As palavras de ordem da direita radical são as mesmas nos EUA e na Europa?

Xenofobia, nacionalismo, rejeição à globalização, protecionismo, eurofobia marcada, autoritarismo, paternalismo de estado e plebiscitarismo. Além disso, há a hostilidade ao pluralismo (social, político e cultural) e às instituições da democracia representativa. Como Hitler e Mussolini pegaram emprestado seu léxico da esquerda, também esses extremistas da direita valorizaram elementos da cultura pop dos anos 1960, quando a crítica radical do poder se tornou recusa niilista e, em seguida, expectativa messiânica de uma mudança. Vejo os precedentes históricos italianos desses movimentos naquela que foi a grande festa revolucionária da ocupação de Fiume de 1919 liderada por Gabriele D'Annunzio que abriu o caminho para o fascismo, ou também os encontros folclóricos com que os índios metropolitanos se apresentaram à opinião pública em 1977.

A direita italiana pode se reunir sob a égide de um único líder?

Não.

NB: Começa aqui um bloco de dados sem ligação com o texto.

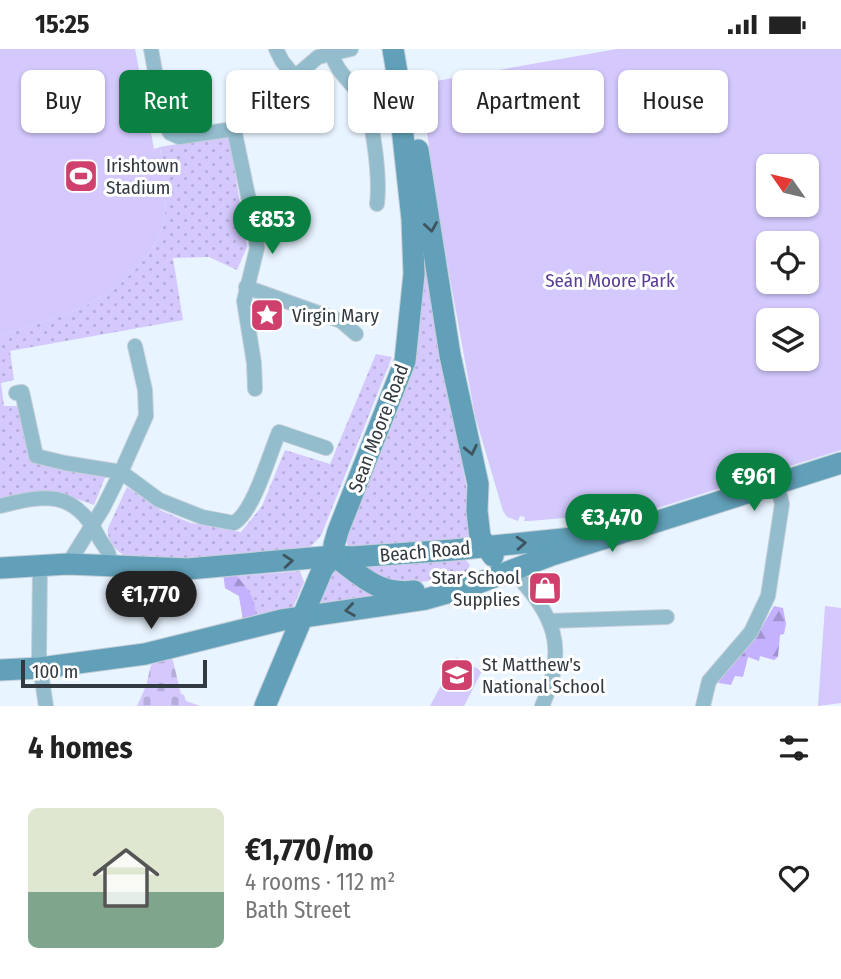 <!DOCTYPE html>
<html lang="en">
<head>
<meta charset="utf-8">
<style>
	:root { --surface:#fff; --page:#f6f6f6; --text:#222; --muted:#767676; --accent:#0b8043 }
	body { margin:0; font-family:"Fira Sans Condensed",sans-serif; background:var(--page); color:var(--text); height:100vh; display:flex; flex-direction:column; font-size:26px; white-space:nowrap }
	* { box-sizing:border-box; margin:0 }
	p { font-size:23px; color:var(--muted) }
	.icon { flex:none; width:38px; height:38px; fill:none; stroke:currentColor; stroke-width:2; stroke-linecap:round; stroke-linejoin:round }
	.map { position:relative; height:657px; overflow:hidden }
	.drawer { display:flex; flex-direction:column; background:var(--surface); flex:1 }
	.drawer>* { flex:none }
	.hud { position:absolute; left:21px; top:21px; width:800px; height:63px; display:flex; gap:14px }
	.needle { width:46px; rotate:304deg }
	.buttons { position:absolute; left:756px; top:105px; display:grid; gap:14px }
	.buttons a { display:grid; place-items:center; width:63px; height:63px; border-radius:10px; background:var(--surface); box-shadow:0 2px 5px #0004; font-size:35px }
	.scale { position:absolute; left:21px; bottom:18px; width:186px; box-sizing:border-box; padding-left:7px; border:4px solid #323a41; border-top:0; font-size:19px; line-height:24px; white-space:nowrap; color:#323a41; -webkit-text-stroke:5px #fff; paint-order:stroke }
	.price { position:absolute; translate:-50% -60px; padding:0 16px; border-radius:24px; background:var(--accent); color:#fff; font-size:23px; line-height:46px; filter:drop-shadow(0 2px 4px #0008) }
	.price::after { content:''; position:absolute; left:50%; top:42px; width:21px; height:16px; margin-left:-10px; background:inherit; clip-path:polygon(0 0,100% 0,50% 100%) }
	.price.active { background:#222; color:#fff }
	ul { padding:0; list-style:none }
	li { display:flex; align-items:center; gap:21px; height:175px; padding:0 28px }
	li span { display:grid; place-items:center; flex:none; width:196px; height:140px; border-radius:10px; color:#555 }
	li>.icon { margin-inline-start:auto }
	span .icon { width:84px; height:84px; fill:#fffc; stroke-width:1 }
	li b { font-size:30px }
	h2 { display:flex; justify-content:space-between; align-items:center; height:84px; padding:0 28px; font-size:30px }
	.pill { padding:0 24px; border-radius:10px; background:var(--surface); box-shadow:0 2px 5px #0004; font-size:24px; line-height:63px }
	.pill.active { background:var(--accent); color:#fff }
	.status { display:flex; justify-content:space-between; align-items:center; height:49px; padding:0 35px; background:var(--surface); direction:ltr }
	.status svg { height:19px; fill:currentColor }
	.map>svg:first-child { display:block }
</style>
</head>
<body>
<div class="status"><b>15:25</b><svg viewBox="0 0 49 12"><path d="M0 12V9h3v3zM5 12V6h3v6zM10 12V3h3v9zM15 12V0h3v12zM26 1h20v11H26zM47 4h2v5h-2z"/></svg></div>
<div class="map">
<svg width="841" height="657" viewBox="0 0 841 657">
	<defs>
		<pattern id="grass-dots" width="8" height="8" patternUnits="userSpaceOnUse" patternTransform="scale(1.75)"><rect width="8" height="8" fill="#d4c8fd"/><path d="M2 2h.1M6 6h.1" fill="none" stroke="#b6adda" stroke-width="1.8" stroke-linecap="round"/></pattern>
		<pattern id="forest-firs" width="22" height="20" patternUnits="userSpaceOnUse" patternTransform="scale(1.75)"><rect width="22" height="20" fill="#c5b2ff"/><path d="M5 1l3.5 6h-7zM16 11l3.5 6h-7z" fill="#a192d0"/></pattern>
		<pattern id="cemetery-stones" width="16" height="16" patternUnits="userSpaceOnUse" patternTransform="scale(1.75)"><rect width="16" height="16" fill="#d4c8fd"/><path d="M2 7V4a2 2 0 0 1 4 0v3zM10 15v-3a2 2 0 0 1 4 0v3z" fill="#b6adda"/></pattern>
	</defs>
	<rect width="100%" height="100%" fill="#e8f4ff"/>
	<g fill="url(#grass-dots)">
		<path d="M229,86l18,112 -10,23 -28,-13 -36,1 10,62 -173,31 4,29 -13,3 3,23h15l12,53 75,16 -12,30 -26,-9 -68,3v-161l4,-3c26,-9 55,-17 81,-29 30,-14 67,-46 77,-79 8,-24 0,-55 -2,-80z"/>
		<path d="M421,172l54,317 -127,9 -3,-14 59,-152z"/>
		<path d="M376,305l16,3 -71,179 -10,10 -15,9 -65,4 -105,-2c-10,-6 -20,-17 -18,-29l19,-41 35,24 29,12 50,9 21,-26 23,-56 45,14z"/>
		<path d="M465,510l5,6 -5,10 -63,10 -11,-2 -33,-18z"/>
		<path d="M333,517l45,30 -60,10z"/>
		<path d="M300,522l4,11 -11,25 -50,12 -4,-23 -14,-8 8,-16 4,4z"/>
	</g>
	<g fill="url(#forest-firs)">
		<path d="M233,523c11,12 25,27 22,45l-12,2 -4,-23 -14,-8 -2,-15z"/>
		<path d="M774,557l9,2 3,16 -2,10 -4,1 -2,22 -4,3 -14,-4 -1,5 -11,-4 -5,20 -8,-1 -4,9 -12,-2 -1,-3 44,-53z"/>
	</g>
	<path fill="url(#cemetery-stones)" d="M172,608l9,37 3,1 2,6 14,5h-63l9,-20 5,-21z"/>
	<g fill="#d4c8fd" fill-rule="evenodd">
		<path d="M0,0h135l19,100 6,-2c2,25 10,56 2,80 -10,33 -47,65 -77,79 -26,12 -55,20 -81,29l-4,3z"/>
		<path d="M617,0h224v401l-193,61 -119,10h-5l1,-4 -5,-1 -2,5 -11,-4 -4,-6 -28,-95 -49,-269 3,-1 -10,-62zM768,117h39v39h-39zM768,194h39v39h-39zM768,271h39v39h-39z"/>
		<path d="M825,557l16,2v95l-23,3z"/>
		<path d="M456,608l26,14 -18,35h-34z"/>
	</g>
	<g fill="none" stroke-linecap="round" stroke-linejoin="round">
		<g stroke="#c4cfd9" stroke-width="16">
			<g id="street">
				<path d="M151,0l13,72 6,12 9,4 55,-8 84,-72 33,-8"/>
				<path d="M276,0l6,12 13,16"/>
				<path d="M332,5c4,17 18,27 28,41 14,20 20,85 17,109"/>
				<path d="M234,80l21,100 2,19 -13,53 10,62 1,26"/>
				<path d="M246,238l95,34 15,13"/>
				<path d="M135,297l10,44 1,26 -25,56 38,28 43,17 32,6c20,-12 35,-68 45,-91l47,16"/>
				<path d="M16,344l6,-1 14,64 29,7 56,9 -18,36 -35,56"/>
				<path d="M0,457c44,-11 74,-17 98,30 6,12 12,13 12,29"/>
				<path d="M40,516l-1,95 7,46"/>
				<path d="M512,521c42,45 57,77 30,136"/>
				<path d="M549,572l118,-4"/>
				<path d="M703,657l6,-25 42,-49 17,-36 14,-92 -5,-21"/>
			</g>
		</g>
		<g stroke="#c4cfd9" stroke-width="23">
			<g id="secondary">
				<path d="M418,101l32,205 28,129 -1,27 3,26 13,19"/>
				<path d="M334,507c27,19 44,40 80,35"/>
				<path d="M0,519l68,-4 120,5 146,-13 18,1 101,-7 120,-12"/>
				<path d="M0,621l40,-2 105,-14 137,-34 144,-21 39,-11 87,-33 289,-92"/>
				<path d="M265,657l58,-138 11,-12v-11l4,-14 67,-170 9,-87 -2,-55 -10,-92v-24l-9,-54"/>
			</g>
		</g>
		<use href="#street" stroke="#93bccc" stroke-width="14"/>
		<use href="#secondary" stroke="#61a0b8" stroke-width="21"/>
	</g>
	<defs><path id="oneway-chevron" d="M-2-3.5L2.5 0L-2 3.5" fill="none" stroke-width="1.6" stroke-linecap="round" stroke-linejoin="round" transform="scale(1.75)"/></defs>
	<g stroke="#3e545f">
		<use href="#oneway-chevron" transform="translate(431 178) rotate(81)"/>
		<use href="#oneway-chevron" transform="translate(471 401) rotate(78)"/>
		<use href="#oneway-chevron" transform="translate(521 494) rotate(-4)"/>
		<use href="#oneway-chevron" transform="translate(288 512) rotate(-5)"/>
		<use href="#oneway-chevron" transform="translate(350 561) rotate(172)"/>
	</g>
	<defs>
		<g id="stadium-square" transform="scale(1.75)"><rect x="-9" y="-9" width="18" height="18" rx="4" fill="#cf416c" stroke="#fff"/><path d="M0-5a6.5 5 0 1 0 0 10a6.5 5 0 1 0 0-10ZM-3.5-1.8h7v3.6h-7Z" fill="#fff"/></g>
		<g id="sight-square" transform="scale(1.75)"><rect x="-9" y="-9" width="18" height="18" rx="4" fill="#cf416c" stroke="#fff"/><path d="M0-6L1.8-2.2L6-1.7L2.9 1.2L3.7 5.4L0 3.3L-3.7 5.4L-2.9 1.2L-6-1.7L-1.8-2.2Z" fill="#fff"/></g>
		<g id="shop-square" transform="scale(1.75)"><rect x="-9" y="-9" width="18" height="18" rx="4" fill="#cf416c" stroke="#fff"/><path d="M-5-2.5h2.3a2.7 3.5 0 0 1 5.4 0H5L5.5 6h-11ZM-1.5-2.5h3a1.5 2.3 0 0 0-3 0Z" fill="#fff"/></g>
		<g id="school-square" transform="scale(1.75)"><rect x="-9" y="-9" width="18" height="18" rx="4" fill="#cf416c" stroke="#fff"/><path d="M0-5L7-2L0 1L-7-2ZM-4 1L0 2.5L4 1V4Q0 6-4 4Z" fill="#fff"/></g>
	</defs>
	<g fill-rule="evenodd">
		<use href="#stadium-square" x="81" y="127"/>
		<use href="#sight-square" x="267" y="266"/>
		<use href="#shop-square" x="545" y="539"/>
		<use href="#school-square" x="457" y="626"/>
	</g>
	<g text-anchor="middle" stroke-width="6" stroke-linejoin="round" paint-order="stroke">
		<g font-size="19" fill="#323a41" stroke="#fff" text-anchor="start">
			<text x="106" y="123">Irishtown<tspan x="106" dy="22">Stadium</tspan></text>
			<text x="292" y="273">Virgin Mary</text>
			<text x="520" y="535" text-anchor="end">Star School<tspan x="520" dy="22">Supplies</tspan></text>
			<text x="482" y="622">St Matthew's<tspan x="482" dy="22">National School</tspan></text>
		</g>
		<g font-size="19" fill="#5a3d95" stroke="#fff">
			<text x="610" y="238">Seán Moore Park</text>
		</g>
		<g font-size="19" fill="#323a41" stroke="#fff">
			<text transform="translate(378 379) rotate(-69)" y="7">Sean Moore Road</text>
			<text transform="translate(425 502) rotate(-5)" y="7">Beach Road</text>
		</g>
	</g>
</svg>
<div class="buttons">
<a><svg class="needle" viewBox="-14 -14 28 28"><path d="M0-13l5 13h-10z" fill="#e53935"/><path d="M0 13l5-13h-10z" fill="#767676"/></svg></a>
<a><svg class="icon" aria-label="locate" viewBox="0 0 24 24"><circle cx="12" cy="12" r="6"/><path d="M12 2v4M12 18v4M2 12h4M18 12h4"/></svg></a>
<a><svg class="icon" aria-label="layers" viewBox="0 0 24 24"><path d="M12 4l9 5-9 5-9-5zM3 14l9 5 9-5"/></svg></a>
</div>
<div class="scale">100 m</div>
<b class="price" style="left:272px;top:207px">€853</b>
<b class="price" style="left:754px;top:464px">€961</b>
<b class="price" style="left:612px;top:505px">€3,470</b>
<b class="price active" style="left:151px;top:582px">€1,770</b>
<div class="hud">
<a class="pill">Buy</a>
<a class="pill active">Rent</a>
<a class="pill">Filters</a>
<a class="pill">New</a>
<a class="pill">Apartment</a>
<a class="pill">House</a>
</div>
</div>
<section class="drawer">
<h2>4 homes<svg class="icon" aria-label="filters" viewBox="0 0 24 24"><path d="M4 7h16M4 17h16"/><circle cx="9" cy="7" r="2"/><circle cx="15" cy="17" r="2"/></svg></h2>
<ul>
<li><span style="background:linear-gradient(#dfe7d0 60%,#7fa58c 0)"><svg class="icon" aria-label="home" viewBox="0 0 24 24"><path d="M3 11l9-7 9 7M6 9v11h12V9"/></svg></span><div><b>€1,770/mo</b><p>4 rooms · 112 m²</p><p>Bath Street</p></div><svg class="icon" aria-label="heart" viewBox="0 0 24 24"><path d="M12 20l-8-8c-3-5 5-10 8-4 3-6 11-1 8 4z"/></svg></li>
</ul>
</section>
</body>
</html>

Uma liderança inquestionável como a de Trump não pertence nem a Giorgia Meloni nem a Matteo Salvini. Talvez possamos esperar protestos violentos na Itália também. Mas tudo depende da Europa, que neste momento segura as rédeas da nossa estabilidade também com apoio econômico. A ponta da balança é a Alemanha. E, felizmente, a história de hoje, como o atesta a eleição de Joe Biden 46º presidente dos Estados, vai na direção oposta, rumo à democracia e não ao autoritarismo.